3.1 Finding peptide features in raw data

During acquisition, the instrument selects precursor ions for fragmentation based on their intensity. The windows selected for fragmentation in each frame are called isolation windows: small regions in the plane formed by the m/z and mobility dimensions. As a precursor ion elutes and increases in intensity, the instrument will select it for fragmentation multiple times. This results in multiple isolation windows across several frames. These isolation windows are used to schedule fragmentation events, where all ions in a region of m/z and mobility in a specified frame are fragmented with an elevated collision energy to produce MS2 spectra for that isolation region.

In complex samples, an intense precursor ion will likely have other precursor ions in its vicinity. If these nearby precursor ions are within the same band of mobility, they will be co-fragmented with the instrument-selected precursor ion and thus generate chimeric fragment spectra that can be used for additional peptide identification, albeit with more difficulty [12].

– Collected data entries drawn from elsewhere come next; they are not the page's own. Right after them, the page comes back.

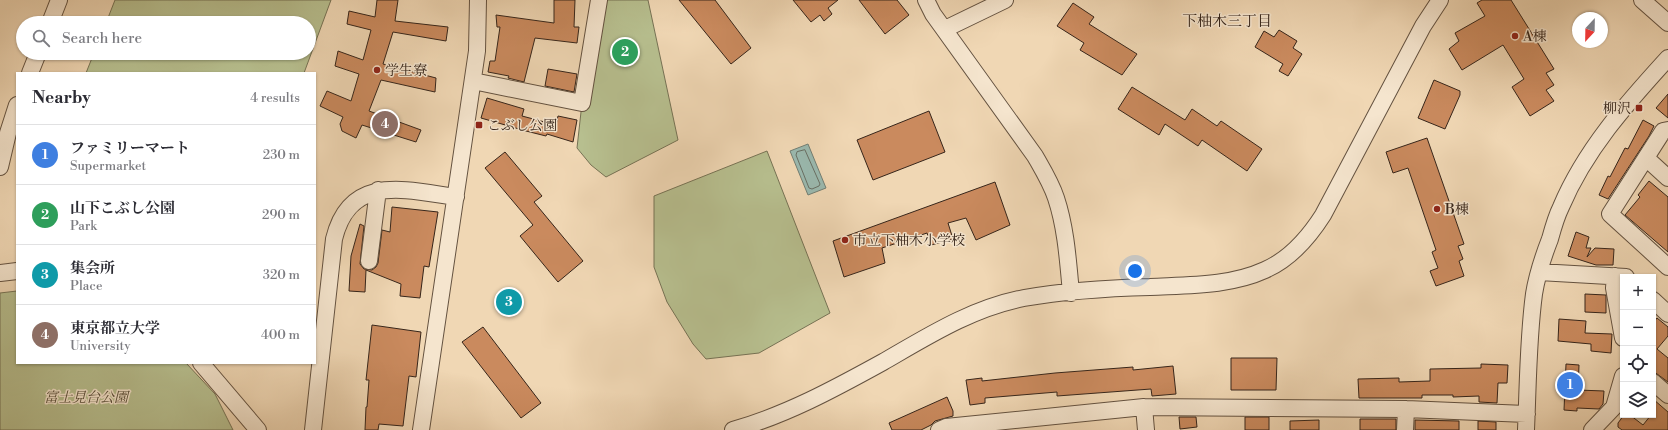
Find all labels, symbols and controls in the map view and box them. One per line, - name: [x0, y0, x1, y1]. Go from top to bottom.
- district label: 下柚木三丁目: [1182, 12, 1272, 31]
- north arrow: [1572, 12, 1608, 48]
- search box: [16, 16, 316, 60]
- icon: search: [30, 27, 52, 49]
- place label: A棟: [1522, 28, 1547, 46]
- text: Search here: [62, 29, 142, 48]
- marker: A棟: [1510, 31, 1520, 41]
- pin: 2: [612, 37, 638, 67]
- place label: 学生寮: [385, 62, 427, 80]
- marker: 学生寮: [372, 65, 382, 75]
- text: Nearby: [32, 87, 91, 109]
- text: 4 results: [250, 90, 300, 106]
- place label: 柳沢: [1603, 100, 1631, 118]
- marker: 柳沢: [1634, 103, 1644, 113]
- pin: 4: [372, 109, 398, 139]
- place label: こぶし公園: [487, 117, 557, 135]
- marker: こぶし公園: [474, 120, 484, 130]
- text: ファミリーマート: [70, 139, 190, 158]
- text: 1: [42, 147, 48, 163]
- text: 230 m: [263, 147, 300, 163]
- text: Supermarket: [70, 158, 146, 174]
- text: 山下こぶし公園: [70, 199, 175, 218]
- place label: B棟: [1444, 201, 1469, 219]
- marker: B棟: [1432, 204, 1442, 214]
- text: 2: [41, 207, 49, 223]
- text: 290 m: [262, 207, 300, 223]
- text: Park: [70, 218, 97, 234]
- place label: 市立下柚木小学校: [853, 232, 965, 250]
- marker: 市立下柚木小学校: [840, 235, 850, 245]
- text: 集会所: [70, 259, 115, 278]
- your location: [1125, 261, 1145, 281]
- text: 3: [41, 267, 49, 283]
- text: 320 m: [263, 267, 300, 283]
- map controls: [1620, 274, 1656, 418]
- button: +: [1620, 274, 1656, 310]
- text: Place: [70, 278, 102, 294]
- pin: 3: [496, 287, 522, 317]
- button: −: [1620, 310, 1656, 346]
- text: 東京都立大学: [70, 319, 160, 338]
- text: 4: [41, 327, 49, 343]
- text: 400 m: [261, 327, 300, 343]
- text: University: [70, 338, 131, 354]
- button: locate: [1620, 346, 1656, 382]
- pin: 1: [1557, 370, 1583, 400]
- button: layers: [1620, 382, 1656, 418]
- park label: 富士見台公園: [44, 389, 130, 407]

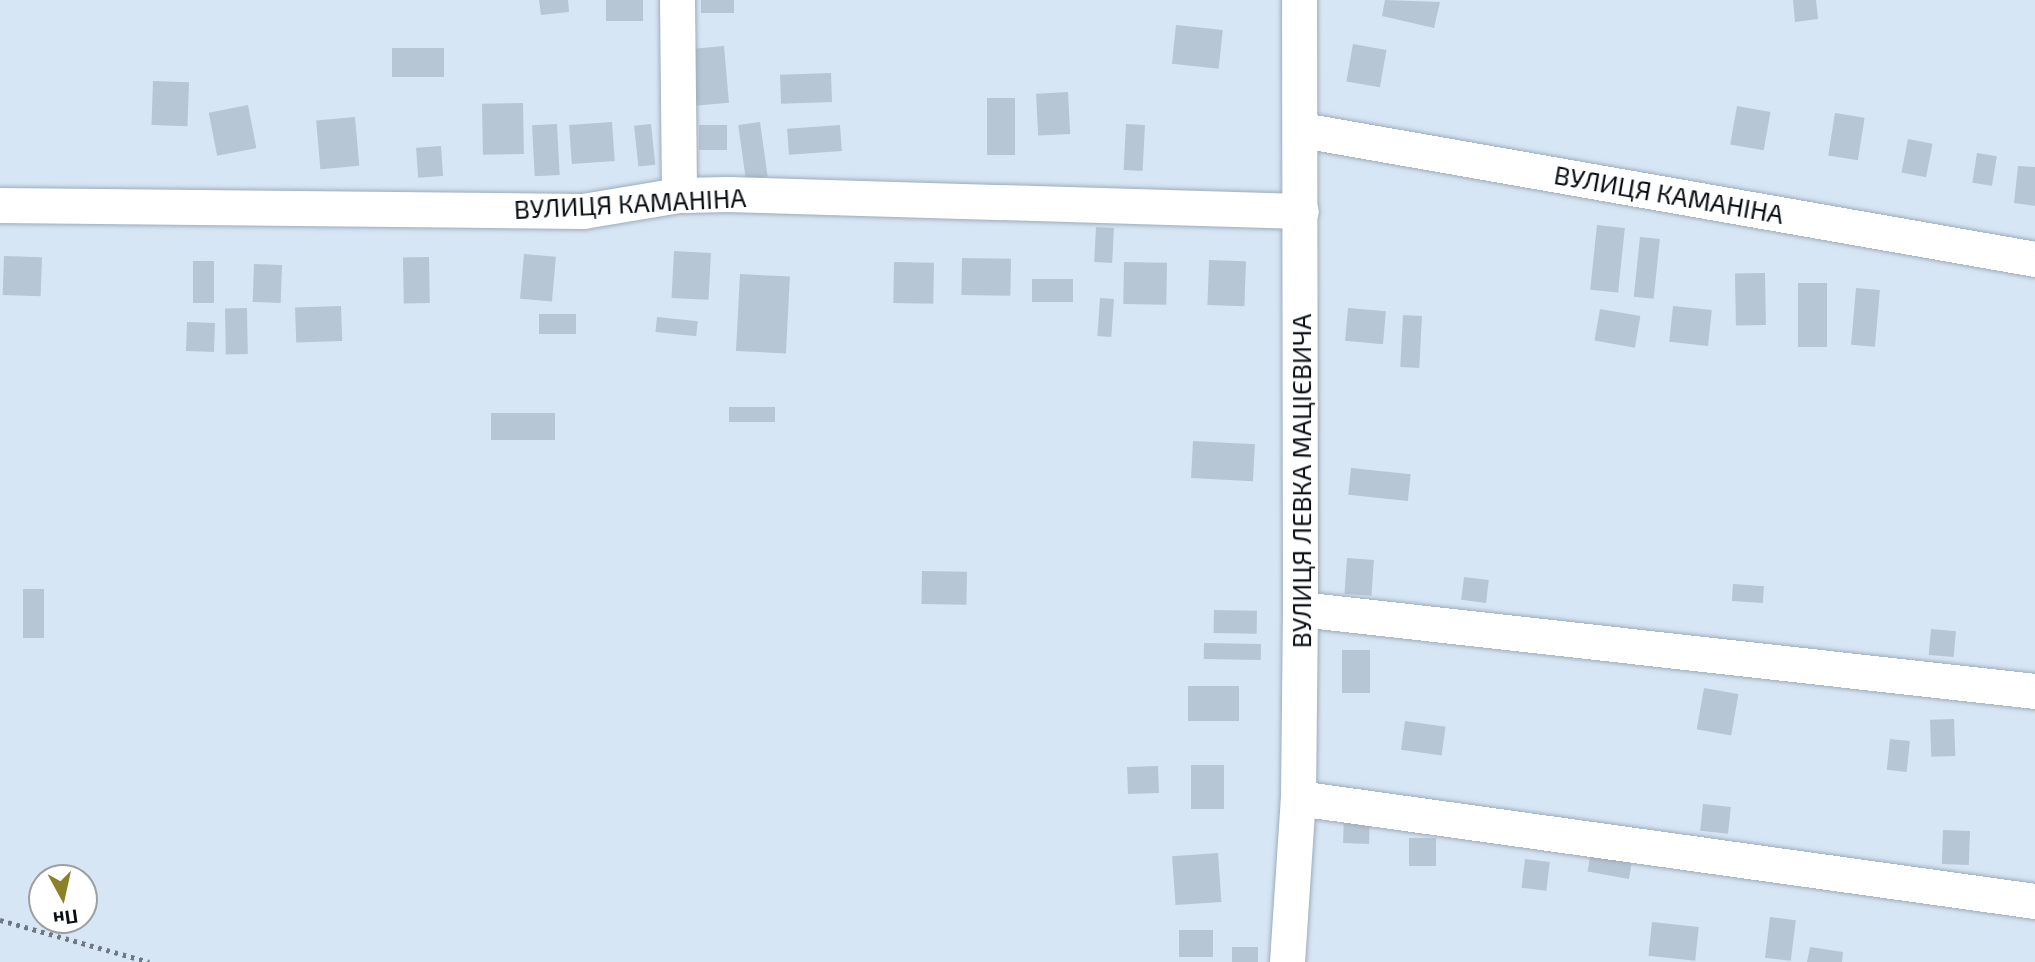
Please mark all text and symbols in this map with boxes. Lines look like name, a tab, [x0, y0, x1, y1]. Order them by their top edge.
street label: ВУЛИЦЯ КАМАНІНА	[1552, 158, 1786, 230]
street label: ВУЛИЦЯ КАМАНІНА	[513, 181, 747, 225]
street label: ВУЛИЦЯ ЛЕВКА МАЦІЄВИЧА	[1285, 314, 1317, 648]
north arrow	[28, 864, 98, 934]
text: Пн	[52, 905, 80, 931]

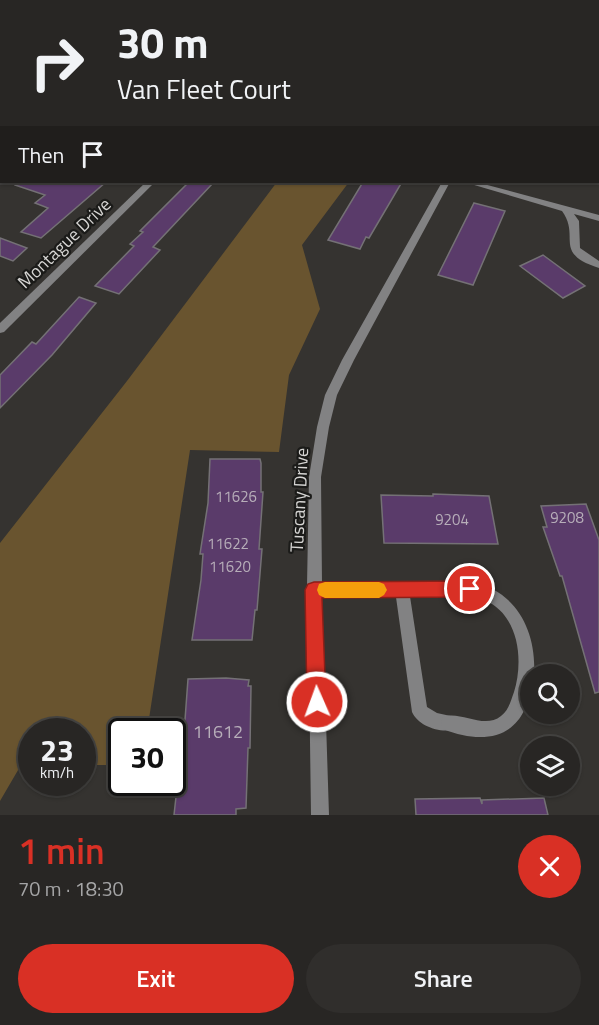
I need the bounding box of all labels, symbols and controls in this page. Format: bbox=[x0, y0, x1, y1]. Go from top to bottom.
text: 30 m bbox=[117, 10, 209, 74]
icon: right bbox=[18, 24, 96, 102]
text: Van Fleet Court bbox=[117, 68, 291, 109]
text: Then bbox=[18, 138, 64, 172]
icon: arrive bbox=[76, 138, 109, 171]
street label: Montague Drive bbox=[11, 191, 117, 295]
street label: Tuscany Drive bbox=[283, 447, 315, 553]
house number: 11626 bbox=[215, 485, 257, 508]
house number: 9208 bbox=[550, 506, 584, 529]
house number: 9204 bbox=[435, 508, 469, 531]
house number: 11622 bbox=[207, 532, 249, 555]
house number: 11620 bbox=[209, 555, 251, 578]
pin bbox=[444, 563, 495, 614]
icon: arrive bbox=[453, 572, 486, 605]
map controls bbox=[520, 664, 580, 796]
button: search bbox=[520, 664, 580, 724]
position arrow bbox=[285, 670, 349, 734]
speed limit sign: 30 bbox=[108, 718, 186, 796]
house number: 11612 bbox=[193, 718, 243, 745]
text: 23 bbox=[40, 727, 74, 773]
button: layers bbox=[520, 736, 580, 796]
text: km/h bbox=[40, 761, 74, 784]
text: 1 min bbox=[18, 823, 105, 878]
button: close bbox=[518, 835, 581, 898]
text: 70 m · 18:30 bbox=[18, 873, 124, 904]
button: Exit bbox=[18, 944, 294, 1013]
button: Share bbox=[306, 944, 581, 1013]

In our current implementation for data-dependant acquisition, the isolation windows are used to seed regions in which to look for peptide features, as features outside this region will remain unidentifiable. To form a window in the m/z and mobility plane for each precursor, the width in m/z and the begin and end of the scan dimension of its isolation windows is extended in each dimension–by the isolation window’s scan breadth in the mobility dimension to allow for determination of the precursor’s apex, and by 1 Da in the m/z dimension in case the monoisotopic peak for the precursor was not contained by the isolation windows, as shown in Fig 2. From this extended window in the m/z and mobility plane, a cuboid is formed by extending the window in the retention time dimension. The frames from the precursor’s isolation windows are extended forward and back in time by the user-specified base peak width (a characteristic of the chromatography gradient and configured from empirical observation) to ensure the precursor ion’s apex in retention time can be determined.

[Figure omitted. See PDF.]

Note the points shown are from all the frames in which this precursor was selected.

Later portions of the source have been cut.